International Finance
EnergyFeatured

IF Insights: Amid plummeting sales, European Union’s EV dreams get ‘Italian Reality Check’

IFM_European Union
New car sales in the European Union fell 18.3% in August to their lowest in three years, dragged by double-digit losses in major markets Germany, France and Italy

Italy PM Giorgia Meloni has denounced as “self-destructive” the European Union’s (EU) decision to stop selling new fossil fuel-powered automobile engines after 2035 and promised to put pressure on Brussels “to reverse these mistakes.”

Speaking to the influential Italian business group Confindustria recently, the Prime Minister referred to the “forced conversion” of the whole EU market for new light vehicle sales to electric propulsion within ten years as “not very wise as a plan.”

Giorgia Meloni denounced the “disastrous effects” of the European “Green Deal” and its “ideological approach,” saying that “the green transition cannot mean losing thousands of jobs, or demolishing entire industrial segments that provide wealth and employment.”

Her harsh criticism comes as calls for an early, urgent review of the European Union’s automobile pollution regulations, which effectively equate to a prohibition on the sale of new combustion engines by 2035, are intensifying from Italy, Germany, and certain eastern European nations like the Czech Republic, which produce vehicle components.

Adopted in 2023, the regulations represent one of the most contentious aspects of the bloc’s ambitious Green Deal climate policy. Automakers and the governments of countries that produce cars are requesting a postponement of the prohibition or additional latitude in the regulations, including allowances for using carbon-neutral e-fuels.

The liberal Free Democratic Party member Volker Wissing, Germany’s transport minister, warned at a transportation industry trade show this week that “Europe is losing credibility because it is setting targets that it can’t even meet itself.”

While acknowledging the importance of goals, Wissing suggested they should be reasonable and “possible to implement in practice.”

Conservative parliamentarians, including those from Ursula von der Leyen’s own European People’s Party, have asked Brussels to reconsider the restriction when it comes up for revision in 2026.

Italy is even attempting to move up the review process to the following year, citing a worsening crisis in its auto industry due to a decline in production and consumer demand for electric cars.

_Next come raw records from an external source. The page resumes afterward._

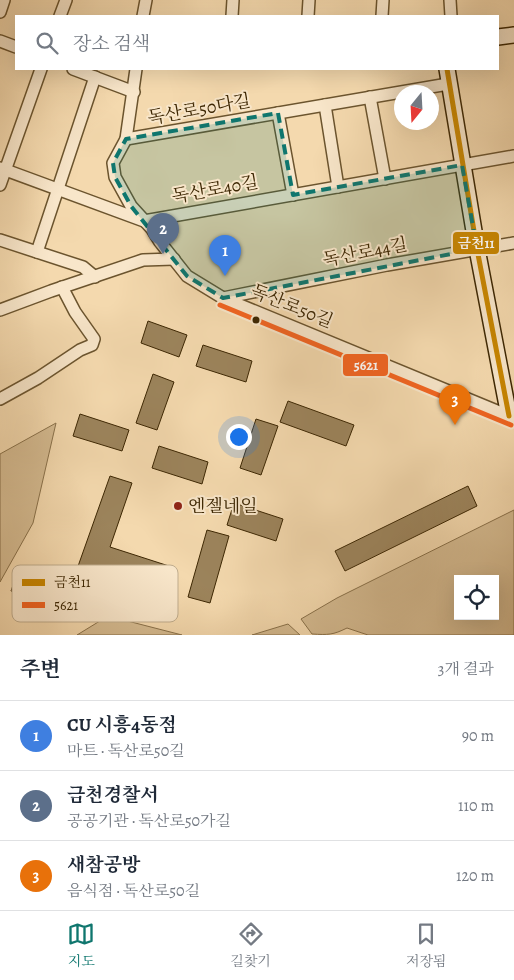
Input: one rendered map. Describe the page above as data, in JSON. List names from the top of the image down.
{
  "streets": {
    "street": [
      "독산로50다길",
      "독산로40길",
      "독산로44길",
      "독산로50길"
    ]
  },
  "crossings": [
    ["독산로50다길", "독산로40길"],
    ["독산로50다길", "독산로50길"],
    ["독산로40길", "독산로50길"],
    ["독산로44길", "독산로50길"]
  ],
  "places": ["엔젤네일"],
  "lines": ["transit line 금천11", "transit line 5621"],
  "legend": ["금천11", "5621"],
  "north": "bottom",
  "page": {
    "search": "장소 검색",
    "pins": ["2", "1", "3"],
    "heading": ["주변", "3개 결과"],
    "list": [
      {
        "mark": "1",
        "name": "CU 시흥4동점",
        "note": "마트 · 독산로50길",
        "value": "90 m"
      },
      {
        "mark": "2",
        "name": "금천경찰서",
        "note": "공공기관 · 독산로50가길",
        "value": "110 m"
      },
      {
        "mark": "3",
        "name": "새참공방",
        "note": "음식점 · 독산로50길",
        "value": "120 m"
      }
    ],
    "nav": ["지도", "길찾기", "저장됨"]
  }
}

The number of passenger cars produced in Italy in the first seven months of 2024 was merely 225.000, a decrease of 35.5% from the same period the previous year, according to the National Auto Industry Supply Chain Association, which represents the country’s auto and component manufacturers.

“The Green Deal in its original form has not succeeded,” Italian Industry Minister Adolfo Urso declared at a recent business gathering, as he added, “The car industry in Europe is crumbling. We cannot wait another two years to make decisions.”

The historic plant in Turin, home of Stellantis, the worldwide corporation that owns the Fiat brand and is the largest automaker in Italy, will be temporarily suspending production of electric Fiat 500s due to low demand.

Rather than dictating a mandatory transition to electric vehicles, Giorgia Meloni contended in her speech to the business community that the EU ought to have adhered to the concept of technological neutrality, letting each member state determine its strategies for reducing CO2 emissions.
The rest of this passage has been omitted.